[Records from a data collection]
>>>
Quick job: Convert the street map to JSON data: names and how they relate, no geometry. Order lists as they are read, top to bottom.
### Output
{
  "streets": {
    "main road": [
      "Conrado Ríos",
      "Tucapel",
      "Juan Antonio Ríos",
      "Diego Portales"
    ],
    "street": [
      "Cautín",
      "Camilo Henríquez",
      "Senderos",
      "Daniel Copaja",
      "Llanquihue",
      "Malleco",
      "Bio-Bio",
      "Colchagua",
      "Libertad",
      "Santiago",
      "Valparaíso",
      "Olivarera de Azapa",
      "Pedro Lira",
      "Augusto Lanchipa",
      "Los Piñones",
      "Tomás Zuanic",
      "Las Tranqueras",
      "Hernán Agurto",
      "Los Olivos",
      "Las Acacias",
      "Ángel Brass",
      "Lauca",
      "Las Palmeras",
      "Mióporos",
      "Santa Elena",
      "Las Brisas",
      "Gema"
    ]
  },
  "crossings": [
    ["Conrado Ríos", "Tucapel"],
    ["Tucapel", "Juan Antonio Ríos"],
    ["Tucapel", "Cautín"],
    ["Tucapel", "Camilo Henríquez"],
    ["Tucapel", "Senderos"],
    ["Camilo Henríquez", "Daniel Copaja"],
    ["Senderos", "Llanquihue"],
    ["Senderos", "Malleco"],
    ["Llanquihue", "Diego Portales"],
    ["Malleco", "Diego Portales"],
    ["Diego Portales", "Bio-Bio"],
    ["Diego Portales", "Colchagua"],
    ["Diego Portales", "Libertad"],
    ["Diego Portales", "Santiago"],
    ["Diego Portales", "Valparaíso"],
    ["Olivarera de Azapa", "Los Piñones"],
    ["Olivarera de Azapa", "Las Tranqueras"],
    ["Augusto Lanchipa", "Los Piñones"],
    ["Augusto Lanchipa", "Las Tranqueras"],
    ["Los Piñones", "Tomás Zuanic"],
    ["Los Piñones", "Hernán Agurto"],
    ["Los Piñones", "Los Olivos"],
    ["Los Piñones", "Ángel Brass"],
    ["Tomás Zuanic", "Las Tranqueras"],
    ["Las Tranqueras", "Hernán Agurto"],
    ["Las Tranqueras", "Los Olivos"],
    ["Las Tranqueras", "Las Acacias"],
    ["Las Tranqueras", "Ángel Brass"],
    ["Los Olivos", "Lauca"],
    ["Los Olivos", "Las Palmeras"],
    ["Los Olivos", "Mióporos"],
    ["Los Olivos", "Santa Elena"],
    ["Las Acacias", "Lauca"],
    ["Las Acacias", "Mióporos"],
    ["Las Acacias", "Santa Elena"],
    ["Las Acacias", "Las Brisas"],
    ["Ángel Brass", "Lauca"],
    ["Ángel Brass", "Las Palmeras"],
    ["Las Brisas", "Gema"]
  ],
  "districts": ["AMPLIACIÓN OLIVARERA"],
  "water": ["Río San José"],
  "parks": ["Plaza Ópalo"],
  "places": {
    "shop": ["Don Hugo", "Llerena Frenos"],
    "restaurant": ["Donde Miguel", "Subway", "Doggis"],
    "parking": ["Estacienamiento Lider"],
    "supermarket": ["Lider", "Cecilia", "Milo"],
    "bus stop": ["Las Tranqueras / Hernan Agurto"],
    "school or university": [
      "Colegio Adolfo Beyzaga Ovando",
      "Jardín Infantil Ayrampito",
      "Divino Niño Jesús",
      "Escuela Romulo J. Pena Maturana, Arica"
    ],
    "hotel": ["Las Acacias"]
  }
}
<<<
>>>
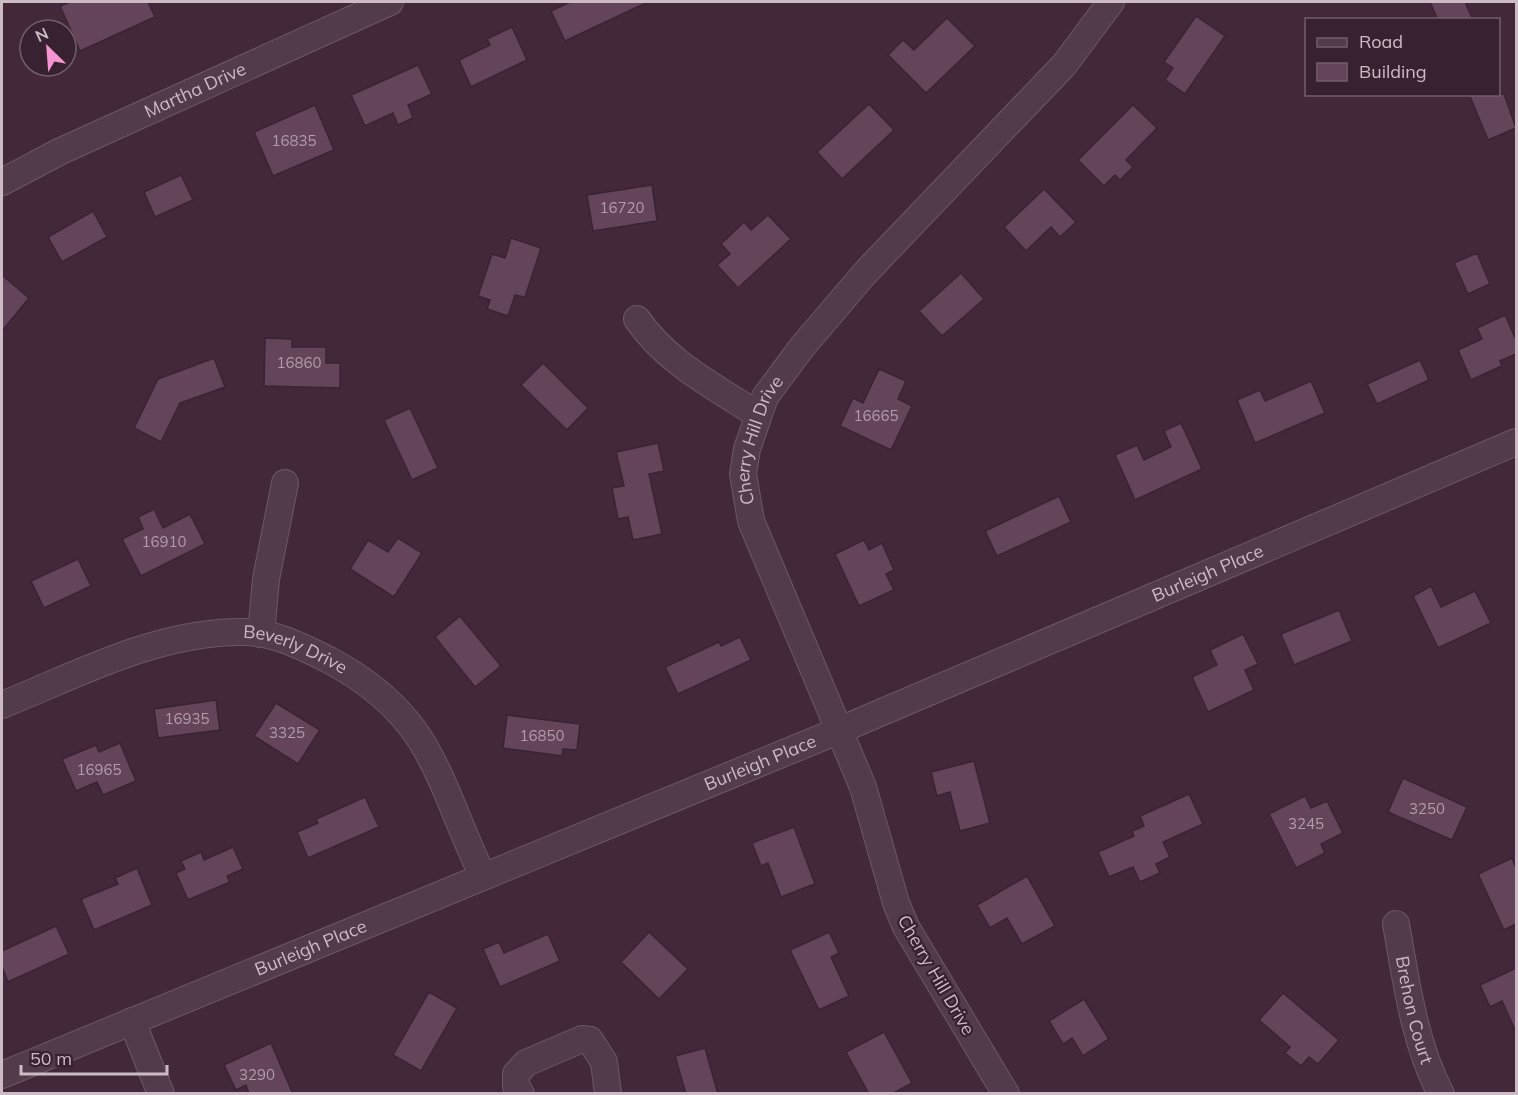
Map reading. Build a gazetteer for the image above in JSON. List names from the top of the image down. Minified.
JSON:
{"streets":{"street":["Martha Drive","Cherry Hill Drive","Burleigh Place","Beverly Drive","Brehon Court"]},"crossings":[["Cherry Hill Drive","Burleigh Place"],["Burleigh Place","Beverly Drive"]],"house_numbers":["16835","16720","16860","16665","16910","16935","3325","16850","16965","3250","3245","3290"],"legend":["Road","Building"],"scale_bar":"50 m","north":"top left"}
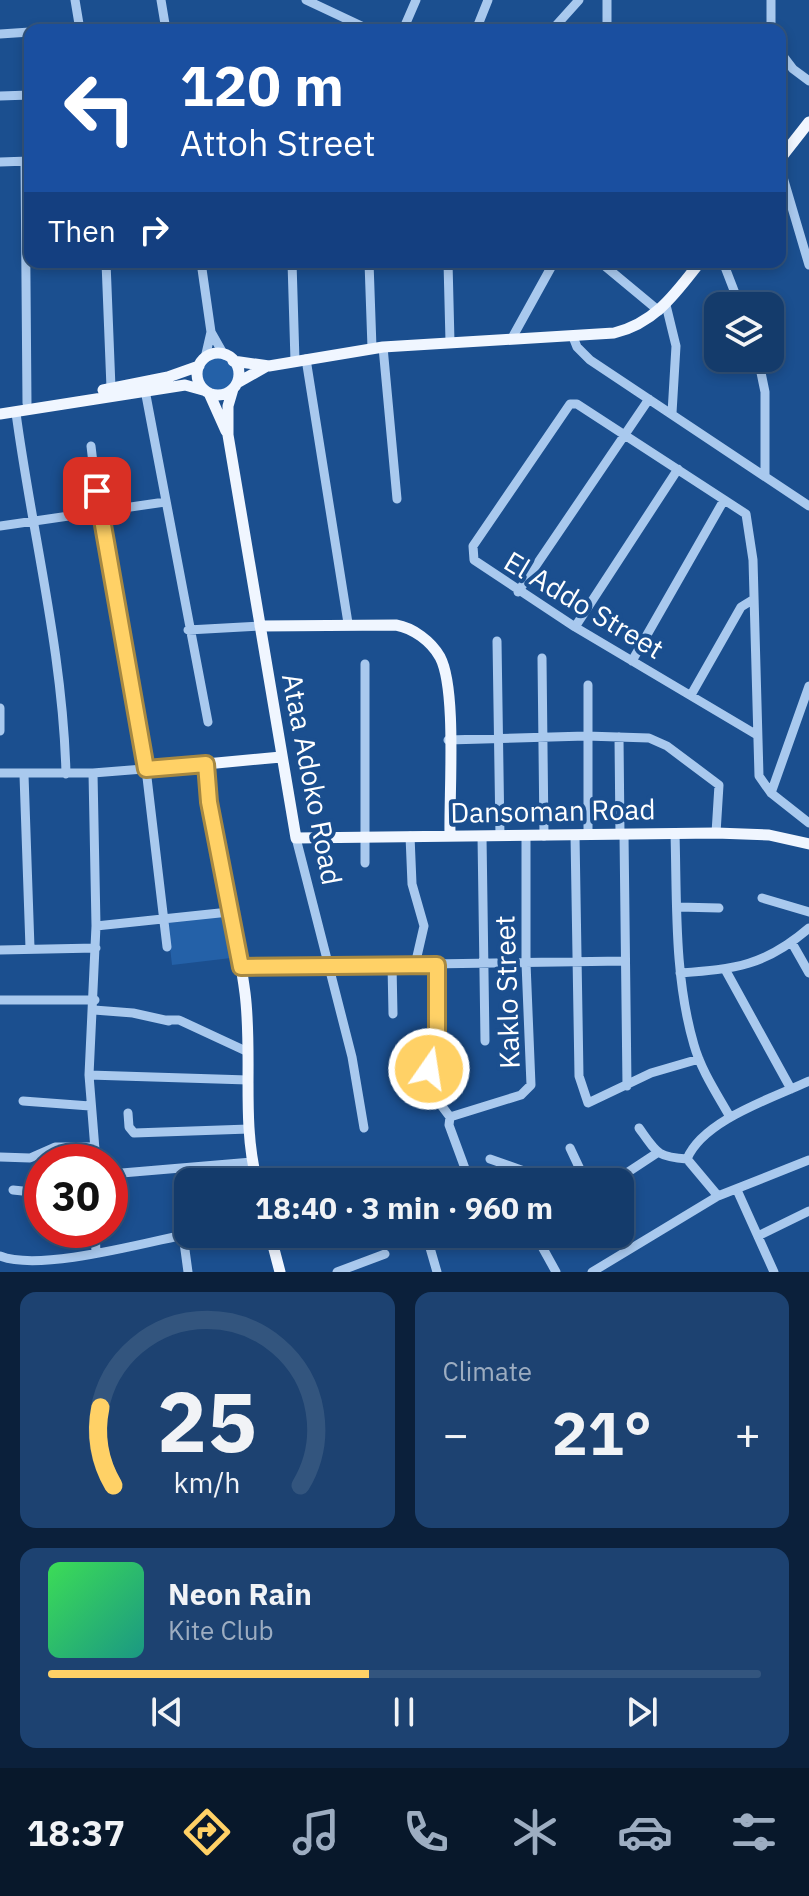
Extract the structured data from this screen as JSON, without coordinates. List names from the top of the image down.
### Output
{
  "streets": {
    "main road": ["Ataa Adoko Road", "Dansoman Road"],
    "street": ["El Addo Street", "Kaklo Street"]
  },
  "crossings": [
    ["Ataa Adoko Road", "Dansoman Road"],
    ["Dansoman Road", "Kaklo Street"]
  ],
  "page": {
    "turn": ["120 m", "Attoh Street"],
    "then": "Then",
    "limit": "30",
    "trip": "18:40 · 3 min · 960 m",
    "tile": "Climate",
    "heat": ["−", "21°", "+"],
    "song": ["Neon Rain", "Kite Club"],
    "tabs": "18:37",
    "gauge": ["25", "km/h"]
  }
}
<<<
>>>
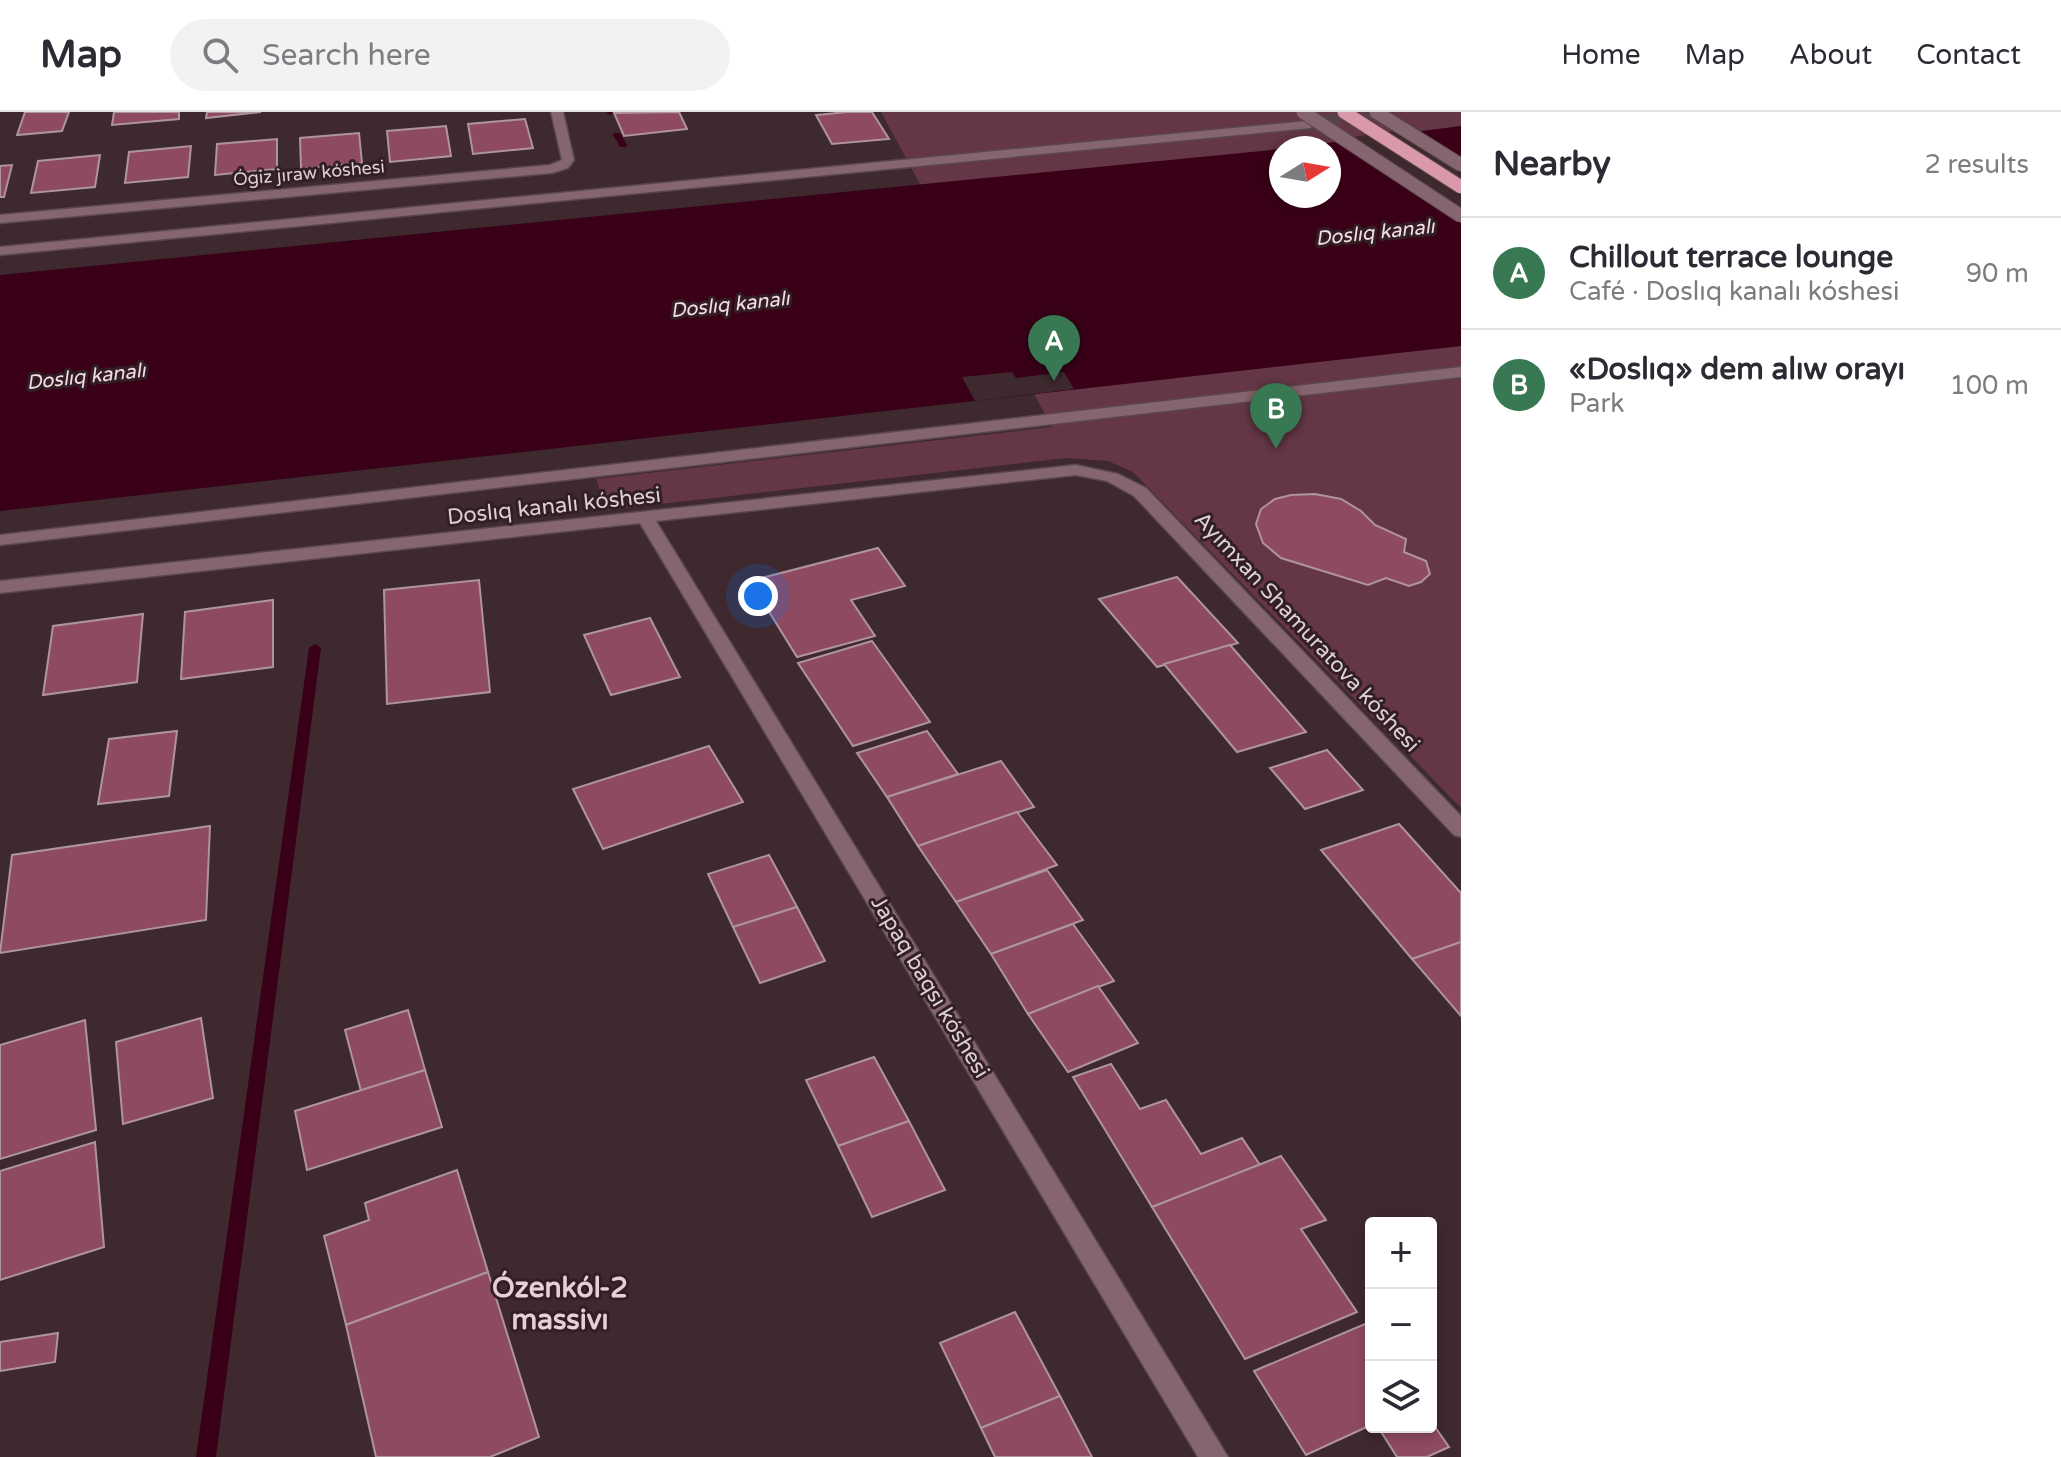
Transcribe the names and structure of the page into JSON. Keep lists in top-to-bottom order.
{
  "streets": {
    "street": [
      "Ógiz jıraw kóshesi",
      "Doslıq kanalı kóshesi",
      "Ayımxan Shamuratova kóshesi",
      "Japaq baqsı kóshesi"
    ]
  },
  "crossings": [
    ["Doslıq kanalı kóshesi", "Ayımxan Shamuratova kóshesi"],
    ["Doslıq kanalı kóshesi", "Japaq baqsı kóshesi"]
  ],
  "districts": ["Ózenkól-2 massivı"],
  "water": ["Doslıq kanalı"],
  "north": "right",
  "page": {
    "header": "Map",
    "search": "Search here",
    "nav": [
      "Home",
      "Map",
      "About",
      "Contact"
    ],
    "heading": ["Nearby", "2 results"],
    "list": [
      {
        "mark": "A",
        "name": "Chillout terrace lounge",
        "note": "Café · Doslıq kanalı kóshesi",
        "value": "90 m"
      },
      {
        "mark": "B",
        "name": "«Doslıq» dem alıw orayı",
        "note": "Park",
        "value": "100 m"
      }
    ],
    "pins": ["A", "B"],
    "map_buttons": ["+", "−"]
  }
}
<<<
Go through the records and pull out each line that includes the word "down".

Map reading. Build a gazetteer for the image above in JSON. List names from the top of the image down. Minified.
Extract the structured data from this screen as JSON, without coordinates. List names from the top of the image down.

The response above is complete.